-------- RECORDS FOR PROCESSING --------

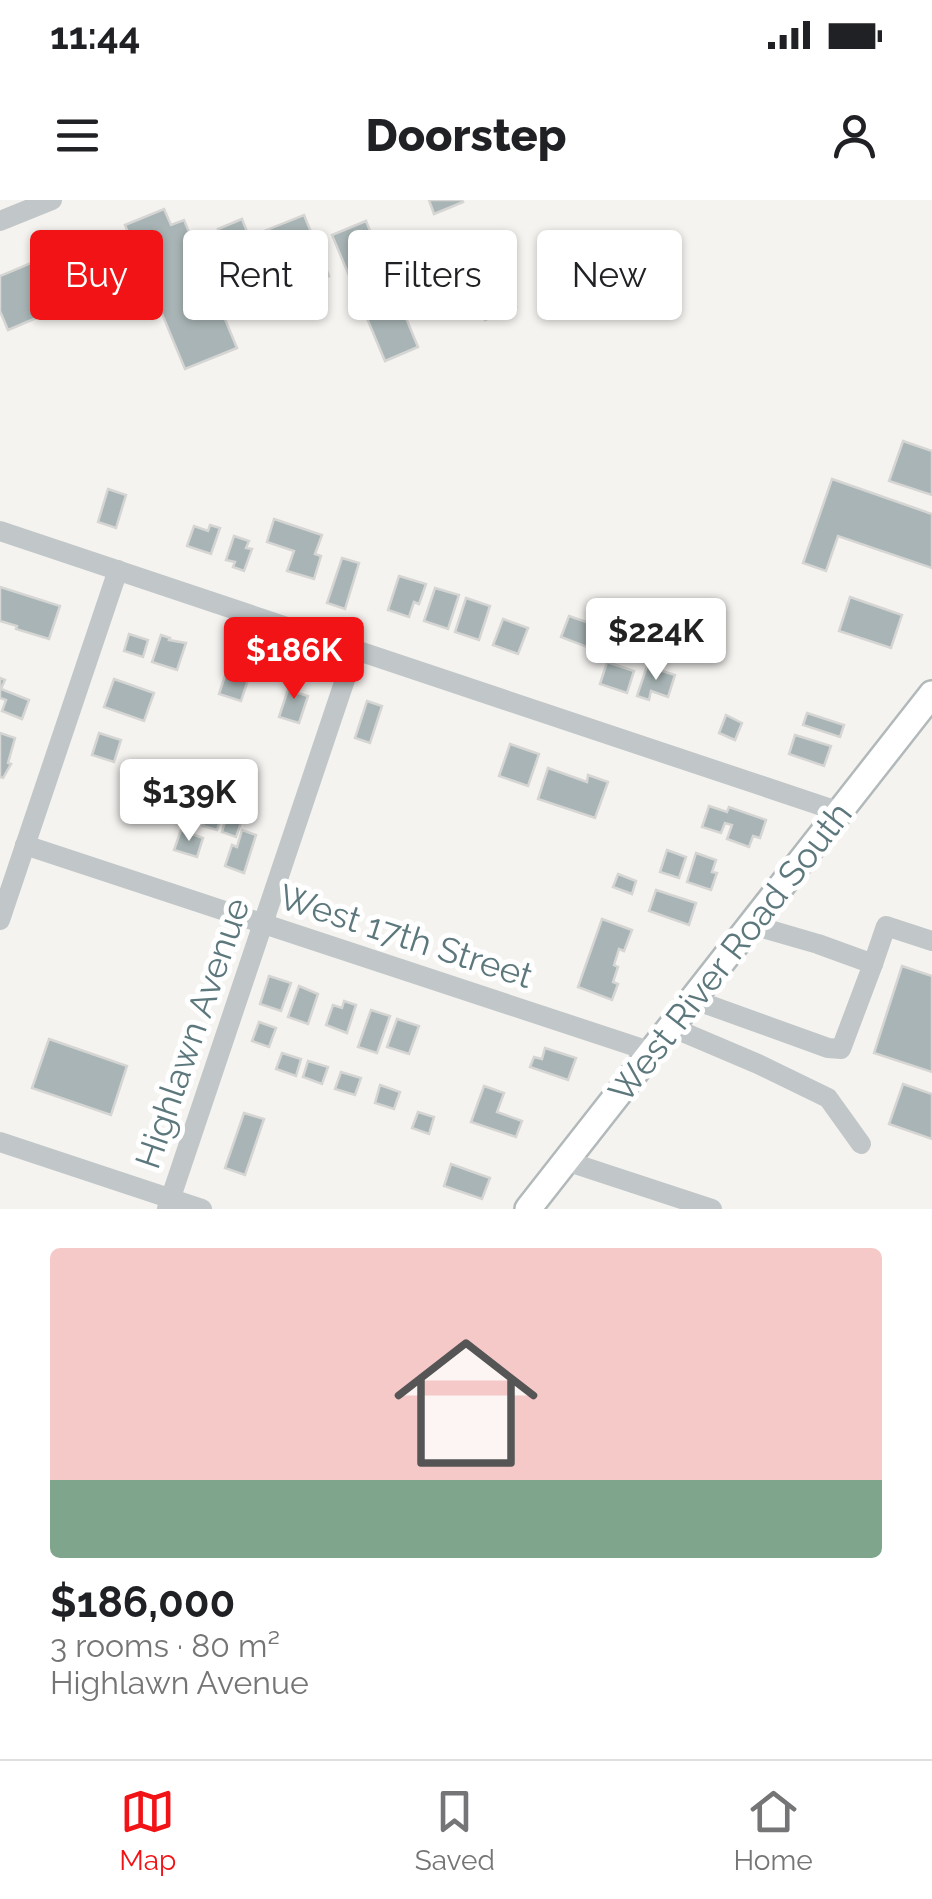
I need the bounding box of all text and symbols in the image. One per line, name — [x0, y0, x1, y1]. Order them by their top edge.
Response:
text: 11:44 — [50, 13, 140, 58]
icon: menu — [50, 108, 105, 163]
icon: person — [827, 108, 882, 163]
text: Doorstep — [365, 109, 567, 162]
chip: Buy — [30, 230, 163, 320]
chip: Rent — [183, 230, 328, 320]
chip: Filters — [348, 230, 517, 320]
chip: New — [537, 230, 682, 320]
pin: $224K — [586, 598, 726, 683]
text: $224K — [608, 612, 704, 649]
pin: $186K — [224, 617, 364, 702]
text: $186K — [246, 631, 342, 668]
pin: $139K — [119, 759, 259, 844]
text: $139K — [142, 773, 236, 810]
street label: West River Road South — [600, 794, 860, 1110]
street label: West 17th Street — [274, 876, 538, 996]
street label: Highlawn Avenue — [127, 893, 257, 1173]
icon: home — [376, 1313, 556, 1493]
text: $186,000 — [50, 1578, 235, 1627]
text: 3 rooms · 80 m² — [50, 1627, 280, 1664]
text: Highlawn Avenue — [50, 1664, 309, 1701]
tab: Map — [119, 1784, 176, 1877]
tab: Saved — [415, 1784, 495, 1877]
tab: Home — [733, 1784, 813, 1877]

--------

# WORK ORDER:
Please repeat the data above exactly as it appears, pictures excluded.

# YOUR RESPONSE:
I need the bounding box of all text and symbols in the image. One per line, name — [x0, y0, x1, y1]. Order them by their top edge.
Response:
text: 11:44 — [50, 13, 140, 58]
icon: menu — [50, 108, 105, 163]
icon: person — [827, 108, 882, 163]
text: Doorstep — [365, 109, 567, 162]
chip: Buy — [30, 230, 163, 320]
chip: Rent — [183, 230, 328, 320]
chip: Filters — [348, 230, 517, 320]
chip: New — [537, 230, 682, 320]
pin: $224K — [586, 598, 726, 683]
text: $224K — [608, 612, 704, 649]
pin: $186K — [224, 617, 364, 702]
text: $186K — [246, 631, 342, 668]
pin: $139K — [119, 759, 259, 844]
text: $139K — [142, 773, 236, 810]
street label: West River Road South — [600, 794, 860, 1110]
street label: West 17th Street — [274, 876, 538, 996]
street label: Highlawn Avenue — [127, 893, 257, 1173]
icon: home — [376, 1313, 556, 1493]
text: $186,000 — [50, 1578, 235, 1627]
text: 3 rooms · 80 m² — [50, 1627, 280, 1664]
text: Highlawn Avenue — [50, 1664, 309, 1701]
tab: Map — [119, 1784, 176, 1877]
tab: Saved — [415, 1784, 495, 1877]
tab: Home — [733, 1784, 813, 1877]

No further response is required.